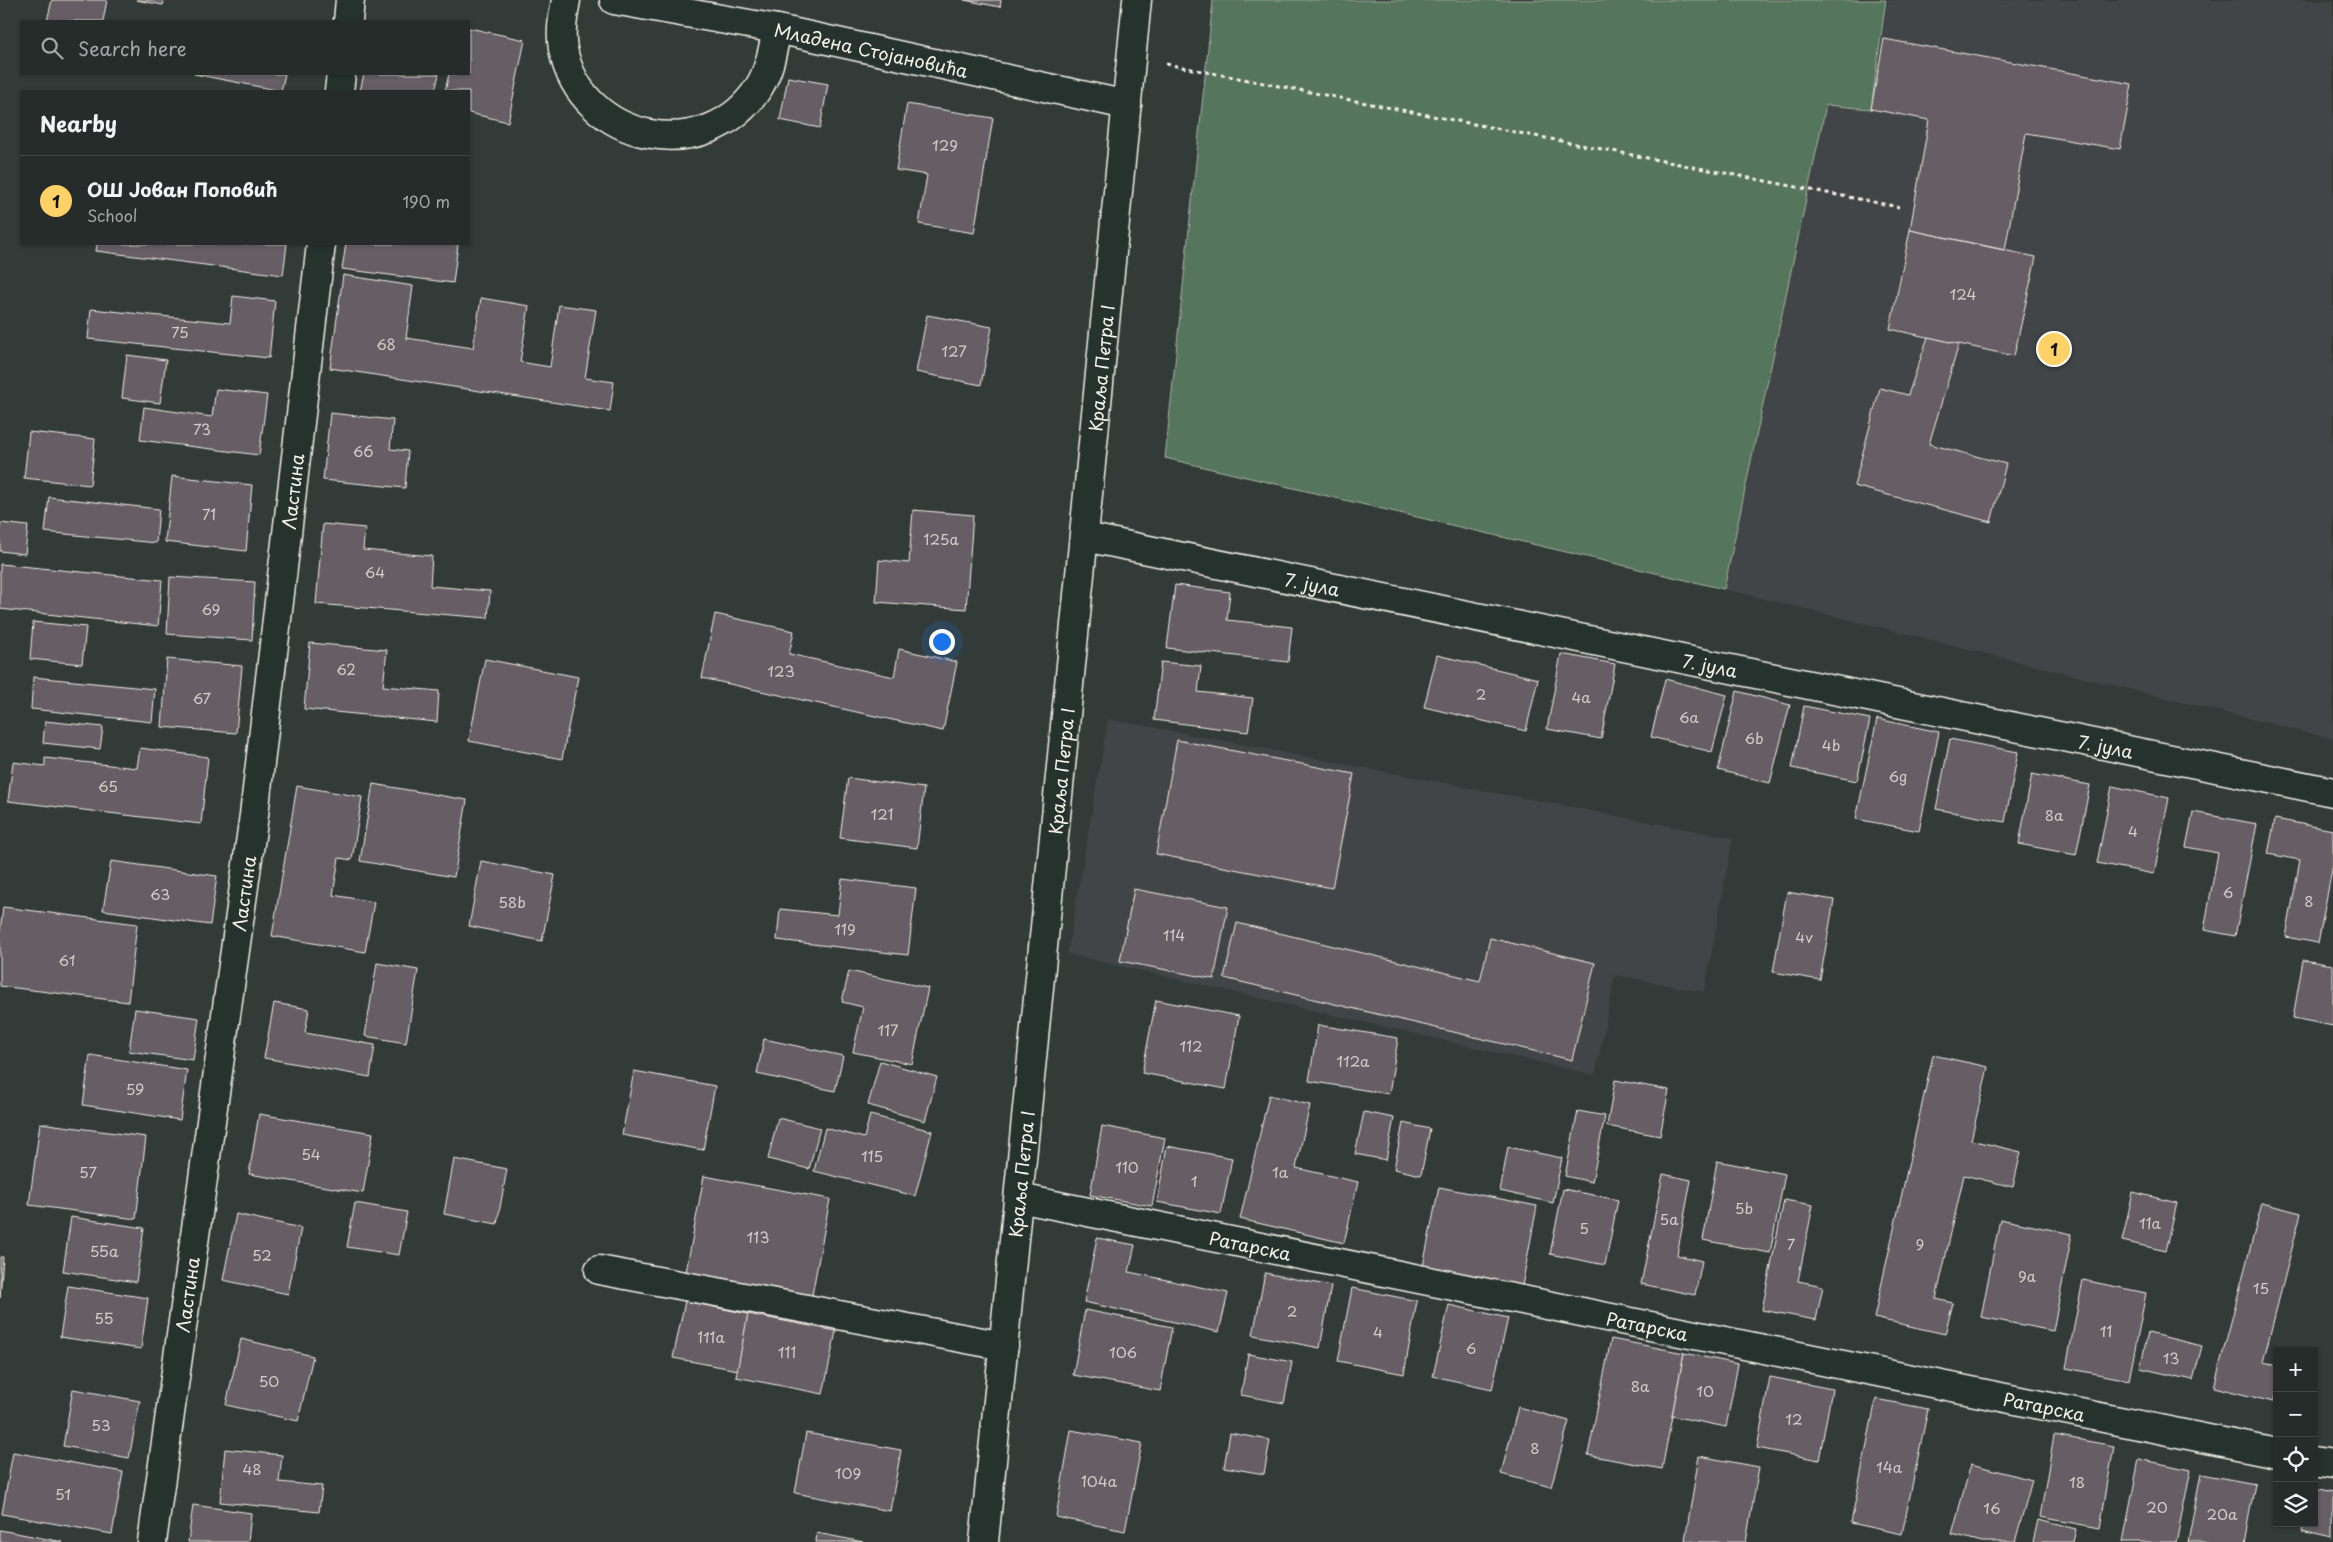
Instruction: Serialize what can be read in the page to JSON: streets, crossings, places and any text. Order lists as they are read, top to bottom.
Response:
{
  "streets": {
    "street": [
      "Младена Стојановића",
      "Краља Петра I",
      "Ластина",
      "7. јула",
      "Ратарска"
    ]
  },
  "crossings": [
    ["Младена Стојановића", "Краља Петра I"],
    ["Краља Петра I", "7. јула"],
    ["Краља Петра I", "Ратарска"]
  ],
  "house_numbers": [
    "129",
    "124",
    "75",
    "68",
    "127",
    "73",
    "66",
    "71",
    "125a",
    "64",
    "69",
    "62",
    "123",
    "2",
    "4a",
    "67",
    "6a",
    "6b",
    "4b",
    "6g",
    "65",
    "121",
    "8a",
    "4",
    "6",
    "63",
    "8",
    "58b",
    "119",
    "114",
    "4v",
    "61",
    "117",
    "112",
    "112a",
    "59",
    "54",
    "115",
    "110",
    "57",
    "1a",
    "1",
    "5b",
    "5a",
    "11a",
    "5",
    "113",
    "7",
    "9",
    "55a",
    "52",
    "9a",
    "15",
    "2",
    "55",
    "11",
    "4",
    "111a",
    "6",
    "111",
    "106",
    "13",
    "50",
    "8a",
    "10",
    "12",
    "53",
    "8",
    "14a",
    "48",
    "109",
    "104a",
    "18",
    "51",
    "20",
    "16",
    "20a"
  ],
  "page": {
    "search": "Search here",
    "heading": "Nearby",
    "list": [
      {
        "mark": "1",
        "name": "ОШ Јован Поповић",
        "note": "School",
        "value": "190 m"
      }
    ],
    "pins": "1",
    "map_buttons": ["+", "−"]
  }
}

• • • • • • •

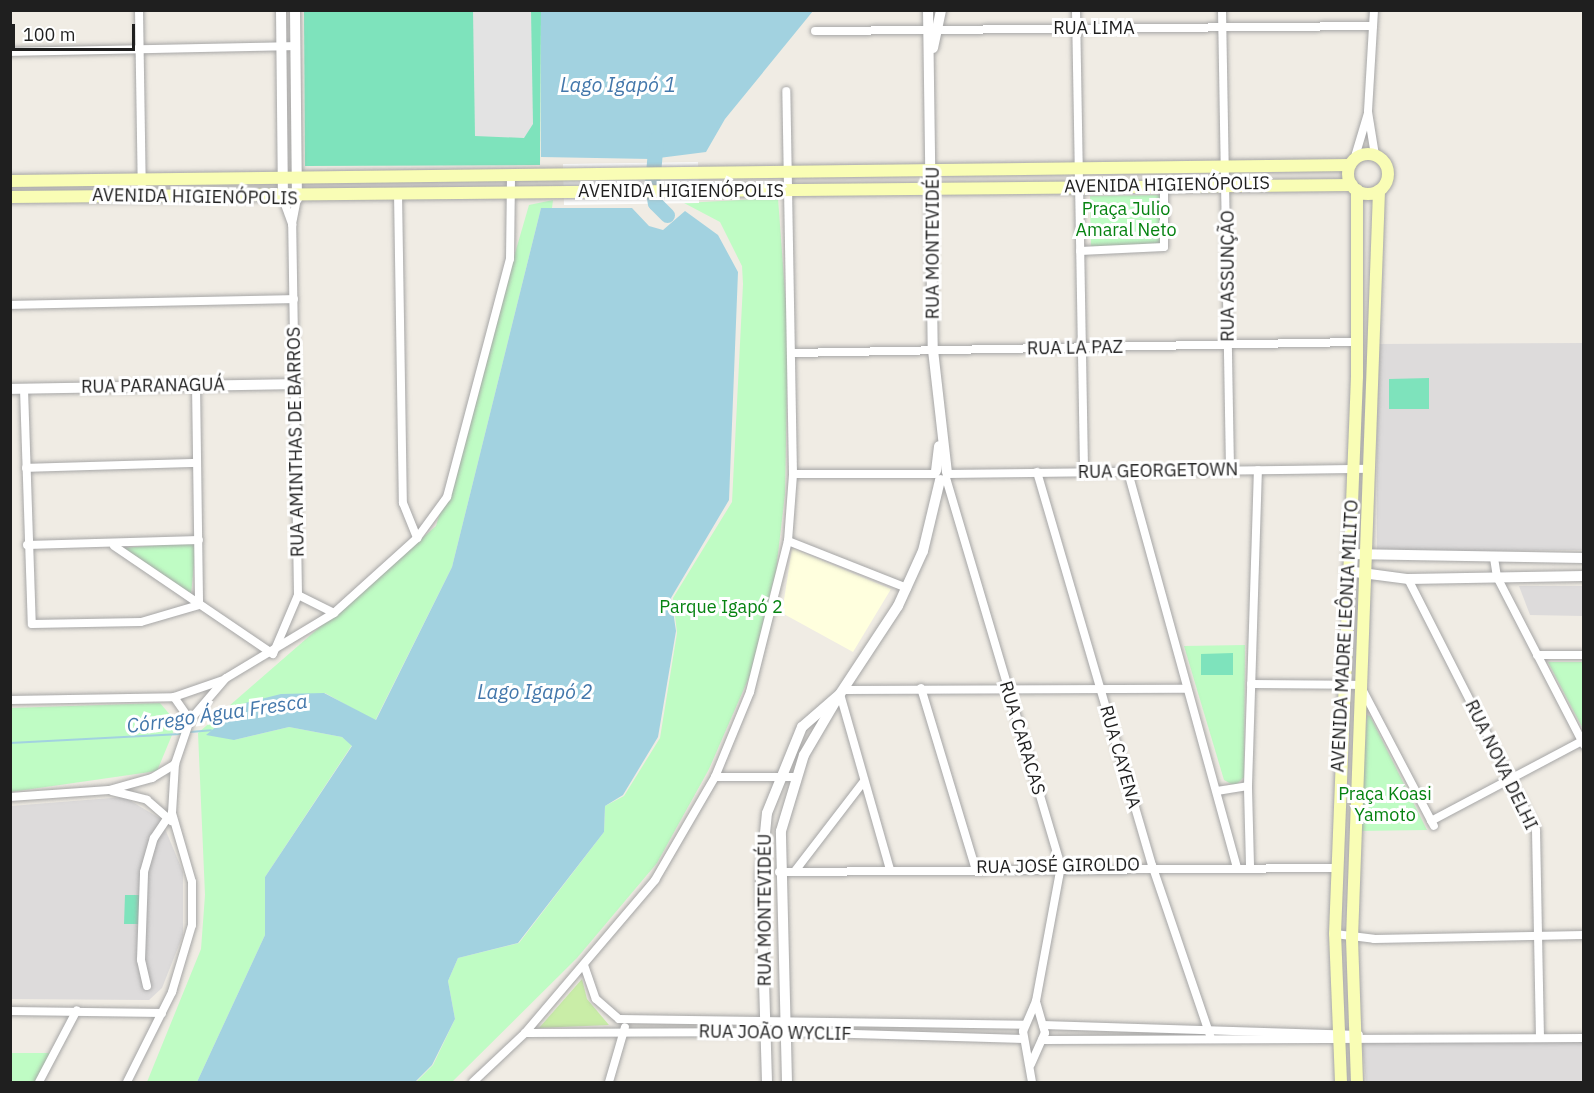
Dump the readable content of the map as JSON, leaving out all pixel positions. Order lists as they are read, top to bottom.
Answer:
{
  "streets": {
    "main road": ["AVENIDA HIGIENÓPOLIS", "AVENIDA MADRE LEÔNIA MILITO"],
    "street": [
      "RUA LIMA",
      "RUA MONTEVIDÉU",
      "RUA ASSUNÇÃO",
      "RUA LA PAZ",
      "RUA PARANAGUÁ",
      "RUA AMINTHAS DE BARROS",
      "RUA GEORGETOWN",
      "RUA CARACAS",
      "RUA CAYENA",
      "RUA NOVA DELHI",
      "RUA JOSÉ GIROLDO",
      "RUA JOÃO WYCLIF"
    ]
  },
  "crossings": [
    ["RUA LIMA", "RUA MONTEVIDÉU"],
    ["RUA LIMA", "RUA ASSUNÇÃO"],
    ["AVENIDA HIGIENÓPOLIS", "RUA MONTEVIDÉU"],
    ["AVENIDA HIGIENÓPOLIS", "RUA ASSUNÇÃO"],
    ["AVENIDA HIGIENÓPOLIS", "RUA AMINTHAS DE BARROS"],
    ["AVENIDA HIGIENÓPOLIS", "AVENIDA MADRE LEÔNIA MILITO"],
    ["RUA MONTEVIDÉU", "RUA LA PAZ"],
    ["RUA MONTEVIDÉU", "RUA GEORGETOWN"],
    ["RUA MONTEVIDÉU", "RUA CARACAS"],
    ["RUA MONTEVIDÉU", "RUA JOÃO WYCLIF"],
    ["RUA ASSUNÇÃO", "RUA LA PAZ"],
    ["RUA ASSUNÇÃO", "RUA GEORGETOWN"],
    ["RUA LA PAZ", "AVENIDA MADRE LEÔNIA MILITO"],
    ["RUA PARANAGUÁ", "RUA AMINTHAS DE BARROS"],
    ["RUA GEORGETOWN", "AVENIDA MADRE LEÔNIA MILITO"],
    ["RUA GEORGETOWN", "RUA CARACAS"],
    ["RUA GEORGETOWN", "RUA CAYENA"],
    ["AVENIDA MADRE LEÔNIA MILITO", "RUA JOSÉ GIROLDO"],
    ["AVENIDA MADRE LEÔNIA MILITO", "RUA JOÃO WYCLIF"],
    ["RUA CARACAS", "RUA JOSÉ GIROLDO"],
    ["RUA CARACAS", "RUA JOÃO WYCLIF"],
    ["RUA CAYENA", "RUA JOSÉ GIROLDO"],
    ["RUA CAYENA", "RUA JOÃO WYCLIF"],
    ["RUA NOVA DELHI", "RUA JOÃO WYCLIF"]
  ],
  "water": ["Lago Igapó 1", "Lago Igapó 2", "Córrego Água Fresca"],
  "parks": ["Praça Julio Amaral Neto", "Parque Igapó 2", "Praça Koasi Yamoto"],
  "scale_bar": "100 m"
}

• • • • • • •

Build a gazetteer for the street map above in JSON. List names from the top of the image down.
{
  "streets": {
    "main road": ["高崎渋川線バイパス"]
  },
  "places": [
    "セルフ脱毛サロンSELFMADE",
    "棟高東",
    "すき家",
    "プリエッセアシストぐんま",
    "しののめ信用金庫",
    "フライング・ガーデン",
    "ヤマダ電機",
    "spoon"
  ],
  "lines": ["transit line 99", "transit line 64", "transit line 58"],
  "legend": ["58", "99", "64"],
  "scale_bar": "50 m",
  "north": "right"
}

• • • • • • •

**WHAT YOU HAVE TO DO:** Count the lines in the entries that hold the word "lists", and give nothing but the total.

**SOLUTION TO THIS PROBLEM:** 2